Within the data below, count every line that includes "font" and report the total alone.
# # # # #
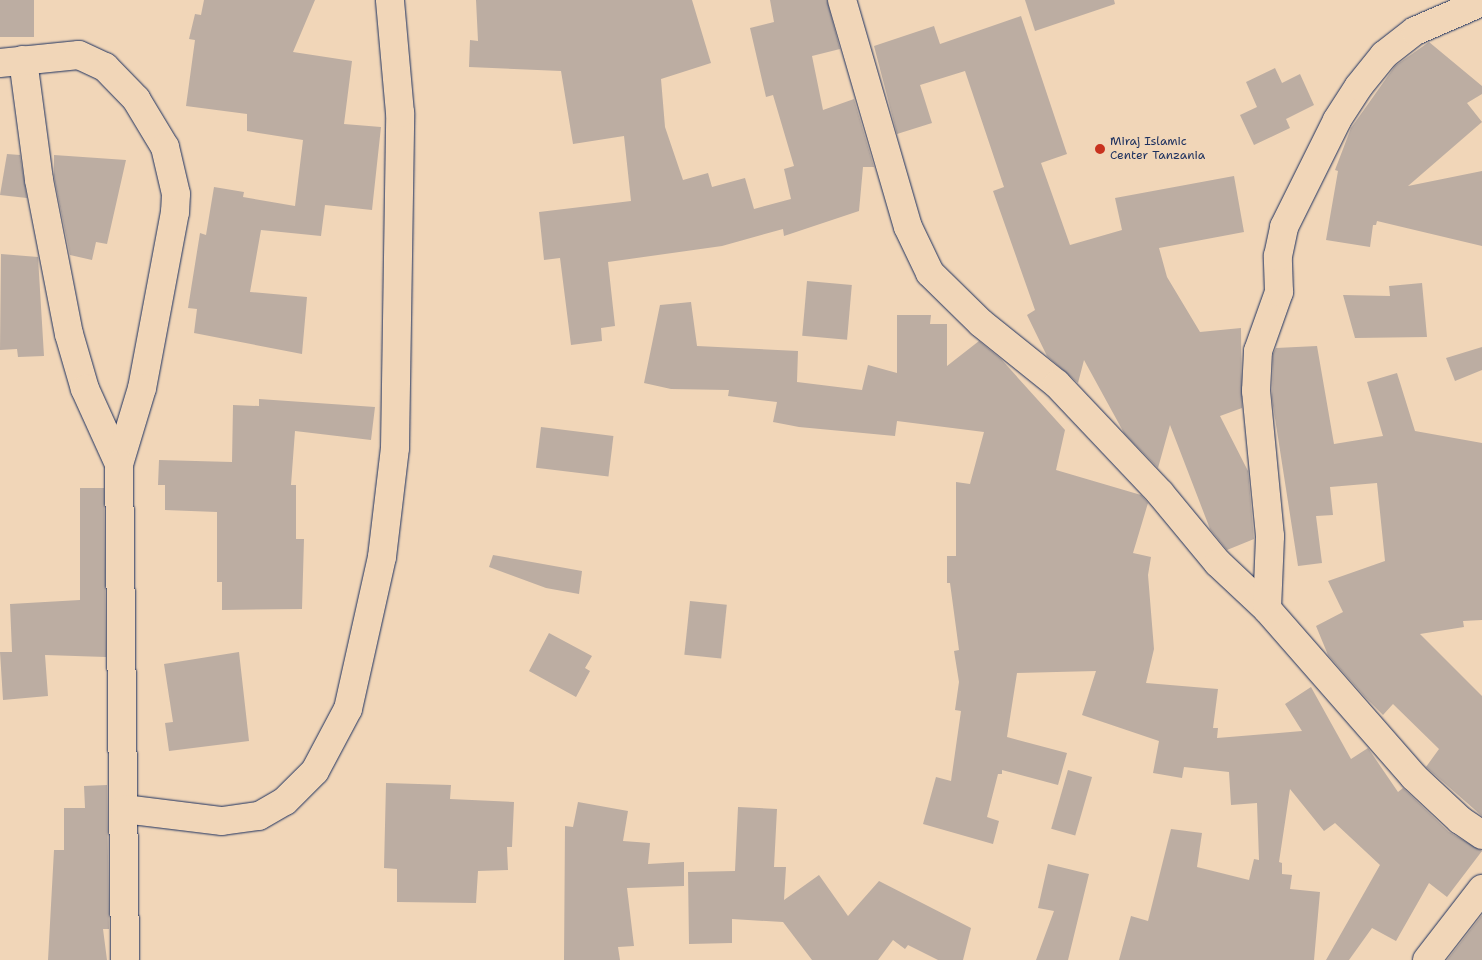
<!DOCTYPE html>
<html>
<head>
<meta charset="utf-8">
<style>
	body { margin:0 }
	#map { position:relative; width:1482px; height:960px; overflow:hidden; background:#f1d6b8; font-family:"Shantell Sans",sans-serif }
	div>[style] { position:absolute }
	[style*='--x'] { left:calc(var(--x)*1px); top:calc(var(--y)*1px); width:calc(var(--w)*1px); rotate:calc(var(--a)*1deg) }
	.building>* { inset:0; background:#bcada2; transform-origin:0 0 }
	.roads { filter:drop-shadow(0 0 1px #1b2f5e) drop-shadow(0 0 1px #1b2f5e) }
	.minor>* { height:28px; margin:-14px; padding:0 14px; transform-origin:14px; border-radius:14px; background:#f1d6b8 }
	.dots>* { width:14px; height:14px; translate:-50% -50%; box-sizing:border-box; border:2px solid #f1d6b8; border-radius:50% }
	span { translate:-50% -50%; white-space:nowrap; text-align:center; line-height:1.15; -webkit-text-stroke:4.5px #f1d6b8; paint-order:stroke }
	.poi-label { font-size:12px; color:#1b2f5e }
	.left { translate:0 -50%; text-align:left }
</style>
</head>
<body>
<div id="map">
	<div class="building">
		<div style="left:0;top:0;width:34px;height:37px"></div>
		<div style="clip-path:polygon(204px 0,315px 0,293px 52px,352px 61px,344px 124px,381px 127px,372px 210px,325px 205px,321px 236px,261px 230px,250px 292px,307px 297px,302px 354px,194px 333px,197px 309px,188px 308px,200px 233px,206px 235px,214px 187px,244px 192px,243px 197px,295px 206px,303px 140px,247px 131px,247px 114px,186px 106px,195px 40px,189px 39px,195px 14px,201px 15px)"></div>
		<div style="clip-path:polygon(476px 0,692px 0,711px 63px,661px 79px,665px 127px,683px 180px,708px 173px,712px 187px,745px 178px,754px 209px,791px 199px,784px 169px,794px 166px,773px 95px,766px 97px,750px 28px,774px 22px,770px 0,827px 0,840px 49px,812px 56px,823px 110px,854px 99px,874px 167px,863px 167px,859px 211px,784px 236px,783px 229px,722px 246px,608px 262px,615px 326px,601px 328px,602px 341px,571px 345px,560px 258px,544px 260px,539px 212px,631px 201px,624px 136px,573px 144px,561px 71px,469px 67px,470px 40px,478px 41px)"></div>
		<div style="clip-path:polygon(1025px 0,1114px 0,1115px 4px,1035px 31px)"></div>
		<div style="clip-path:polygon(1021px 16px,1067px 154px,1041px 163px,1070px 245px,1122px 230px,1115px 198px,1234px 176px,1244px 232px,1159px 248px,1167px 277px,1200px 332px,1241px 328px,1242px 408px,1220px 416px,1248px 471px,1254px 539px,1227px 550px,1210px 529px,1170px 425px,1158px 468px,1124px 433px,1084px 360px,1078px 383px,1047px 356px,1027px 315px,1035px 310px,993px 191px,1004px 187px,965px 71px,920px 85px,932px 123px,897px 134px,874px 46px,934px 26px,940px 44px)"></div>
		<div style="clip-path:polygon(1429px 42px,1482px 86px,1482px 94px,1467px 103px,1482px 122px,1408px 186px,1482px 171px,1482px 246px,1377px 221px,1376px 225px,1373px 225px,1370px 247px,1326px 240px,1338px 171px,1335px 170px,1351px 128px,1395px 66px)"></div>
		<div style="clip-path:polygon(1275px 68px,1282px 83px,1300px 74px,1314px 105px,1286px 119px,1290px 128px,1254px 145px,1240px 115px,1257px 107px,1246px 82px)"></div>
		<div style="clip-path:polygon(7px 154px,20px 155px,27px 198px,0 195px)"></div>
		<div style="clip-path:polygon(54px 155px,126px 160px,107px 244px,96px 242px,92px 260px,70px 255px,54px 177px)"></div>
		<div style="clip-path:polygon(1px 254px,38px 257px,44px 356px,18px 357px,17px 349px,0 350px)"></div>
		<div style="left:807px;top:281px;width:45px;height:55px;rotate:5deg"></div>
		<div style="clip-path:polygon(1422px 283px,1427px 337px,1355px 338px,1343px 295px,1390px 296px,1389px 286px)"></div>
		<div style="clip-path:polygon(691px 302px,697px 346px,798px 351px,797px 382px,862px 390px,868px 365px,897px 373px,897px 315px,931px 315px,930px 324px,947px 324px,947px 366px,979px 341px,1001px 359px,1065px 430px,1056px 470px,1141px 495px,1148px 503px,1133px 553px,1151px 557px,1148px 575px,1154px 649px,1146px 683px,1218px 689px,1213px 728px,1218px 728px,1217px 738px,1302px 731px,1285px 704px,1311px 687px,1351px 759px,1368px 748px,1398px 792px,1403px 788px,1449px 832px,1482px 851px,1447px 897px,1429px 883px,1396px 941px,1372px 928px,1349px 960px,1326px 960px,1380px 865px,1335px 823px,1324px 831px,1290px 789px,1279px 862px,1282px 863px,1282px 874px,1292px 875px,1290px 889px,1320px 892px,1314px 960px,1119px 960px,1131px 916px,1148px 921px,1171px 829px,1202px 833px,1197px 867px,1249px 880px,1254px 859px,1259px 860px,1257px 803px,1231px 805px,1229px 772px,1184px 767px,1182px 778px,1153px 773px,1159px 741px,1082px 715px,1096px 671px,1017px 673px,1007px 737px,1067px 753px,1058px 785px,1002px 770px,1002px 774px,998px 774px,987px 817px,999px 821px,993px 844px,923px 824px,936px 777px,951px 781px,961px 711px,955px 710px,959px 682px,954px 651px,959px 650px,950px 583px,947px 583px,947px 556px,956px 556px,956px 482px,970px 484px,984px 432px,897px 421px,895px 436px,799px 427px,773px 422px,777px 402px,728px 396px,729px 390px,671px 389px,644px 383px,660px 305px)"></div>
		<div style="clip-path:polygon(1317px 346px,1334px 444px,1383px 436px,1367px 382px,1397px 373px,1415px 431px,1482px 443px,1482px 620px,1463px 621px,1464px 627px,1420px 634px,1482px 696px,1482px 816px,1426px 767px,1439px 749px,1393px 704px,1383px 715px,1365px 697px,1328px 655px,1316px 626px,1343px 612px,1328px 581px,1385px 561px,1377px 483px,1330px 487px,1333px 515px,1316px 516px,1322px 563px,1298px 566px,1272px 399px,1273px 354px,1276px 348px)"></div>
		<div style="clip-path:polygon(1482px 347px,1482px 370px,1455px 381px,1446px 358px)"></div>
		<div style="clip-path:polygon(259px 399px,375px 407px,371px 440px,295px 431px,291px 485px,296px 485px,296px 539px,304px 539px,302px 609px,222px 610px,222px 582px,217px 582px,217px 512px,165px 510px,165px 485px,158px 485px,159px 460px,232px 462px,233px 405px,259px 406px)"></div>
		<div style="left:541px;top:427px;width:73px;height:41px;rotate:7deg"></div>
		<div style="clip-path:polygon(80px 488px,104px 488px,106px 657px,45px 655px,48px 696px,3px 700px,0 652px,12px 652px,10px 604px,80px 600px)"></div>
		<div style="clip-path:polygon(493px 555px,582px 571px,579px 594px,546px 588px,489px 567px)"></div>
		<div style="left:690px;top:601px;width:37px;height:54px;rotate:6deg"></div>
		<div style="clip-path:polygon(549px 633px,592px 656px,585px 668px,590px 671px,576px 697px,529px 671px)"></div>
		<div style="clip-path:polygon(239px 652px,249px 741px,169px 751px,165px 723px,173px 722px,164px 664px)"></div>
		<div style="left:1068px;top:770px;width:25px;height:61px;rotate:16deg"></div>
		<div style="clip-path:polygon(386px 783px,451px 785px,450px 799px,514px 802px,512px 847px,507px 847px,508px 870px,478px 871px,476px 903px,397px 902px,397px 869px,384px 868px)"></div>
		<div style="clip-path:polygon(107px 785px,109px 929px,103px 929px,107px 960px,48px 960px,54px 850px,64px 850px,64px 808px,85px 808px,84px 786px)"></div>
		<div style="clip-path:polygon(578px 802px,628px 811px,623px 841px,650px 843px,648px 864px,684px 862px,684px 886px,627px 888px,634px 946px,618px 947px,620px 960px,564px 960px,565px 826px,573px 827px)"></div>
		<div style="clip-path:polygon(738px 807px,777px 809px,774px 867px,786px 867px,784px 900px,819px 875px,848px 916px,879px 881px,971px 928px,963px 960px,938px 960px,908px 945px,905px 949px,893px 940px,878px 960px,812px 960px,783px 922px,732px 919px,732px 943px,689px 944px,688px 872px,735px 871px)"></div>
		<div style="clip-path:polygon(1048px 864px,1089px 874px,1068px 960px,1036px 960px,1054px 911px,1038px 908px)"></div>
		<div style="clip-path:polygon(1482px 915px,1482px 960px,1447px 960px)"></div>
	</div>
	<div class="roads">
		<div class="minor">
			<div style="--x:842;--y:0;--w:236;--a:73.8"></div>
			<div style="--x:908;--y:227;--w:51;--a:64.4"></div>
			<div style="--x:930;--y:273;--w:71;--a:44.4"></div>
			<div style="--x:981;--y:323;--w:97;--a:38.8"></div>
			<div style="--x:1057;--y:384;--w:150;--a:46.6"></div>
			<div style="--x:1160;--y:493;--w:91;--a:50.4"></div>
			<div style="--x:1218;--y:563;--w:67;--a:43.2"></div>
			<div style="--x:1267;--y:609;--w:223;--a:48.8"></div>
			<div style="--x:1414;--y:777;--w:63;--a:43.1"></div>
			<div style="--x:1460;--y:820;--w:27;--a:34"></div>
			<div style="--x:23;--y:60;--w:121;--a:82.4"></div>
			<div style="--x:39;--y:180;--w:157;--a:79"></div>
			<div style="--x:69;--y:334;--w:57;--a:73.8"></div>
			<div style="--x:85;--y:389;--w:82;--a:65.6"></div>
			<div style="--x:0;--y:63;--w:79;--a:-5.8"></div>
			<div style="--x:79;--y:55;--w:29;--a:25"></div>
			<div style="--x:105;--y:67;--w:45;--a:45.9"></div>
			<div style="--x:136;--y:99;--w:56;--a:58.9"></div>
			<div style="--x:165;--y:147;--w:48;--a:76.8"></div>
			<div style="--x:176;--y:194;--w:18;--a:93"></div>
			<div style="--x:175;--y:212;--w:179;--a:100.6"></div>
			<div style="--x:142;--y:388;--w:79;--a:106.8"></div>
			<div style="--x:119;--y:464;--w:496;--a:89.3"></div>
			<div style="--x:1267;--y:609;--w:73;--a:-87.6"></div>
			<div style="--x:1270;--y:536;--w:146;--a:-95.5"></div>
			<div style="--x:1256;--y:391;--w:40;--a:-87.1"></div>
			<div style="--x:1258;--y:351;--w:63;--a:-70.4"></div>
			<div style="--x:1279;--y:292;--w:36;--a:-92"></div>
			<div style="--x:1278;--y:256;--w:30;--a:-78"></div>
			<div style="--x:1284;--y:227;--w:119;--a:-63.6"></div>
			<div style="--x:1337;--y:120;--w:40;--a:-57.1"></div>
			<div style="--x:1359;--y:86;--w:40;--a:-51"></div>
			<div style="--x:1384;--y:55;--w:39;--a:-38"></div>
			<div style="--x:1415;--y:31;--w:73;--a:-23.4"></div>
			<div style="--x:124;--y:809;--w:99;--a:7"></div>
			<div style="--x:222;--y:821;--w:37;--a:-8"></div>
			<div style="--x:259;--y:816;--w:30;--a:-30"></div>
			<div style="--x:285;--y:801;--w:42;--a:-45"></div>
			<div style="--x:315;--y:771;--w:70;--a:-62"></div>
			<div style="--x:348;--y:709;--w:156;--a:-77.4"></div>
			<div style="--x:382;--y:557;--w:110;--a:-83.2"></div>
			<div style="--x:395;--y:448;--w:335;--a:-89.1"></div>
			<div style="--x:400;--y:113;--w:113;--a:-95.1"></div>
			<div style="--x:1427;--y:960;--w:90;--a:-52.2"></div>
		</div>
	</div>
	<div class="dots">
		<div style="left:1100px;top:149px;background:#c8321e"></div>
	</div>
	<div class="poi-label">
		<span class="left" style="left:1110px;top:149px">Miraj Islamic<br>Center Tanzania</span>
	</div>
</div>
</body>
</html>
# # # # #
■ Written response
2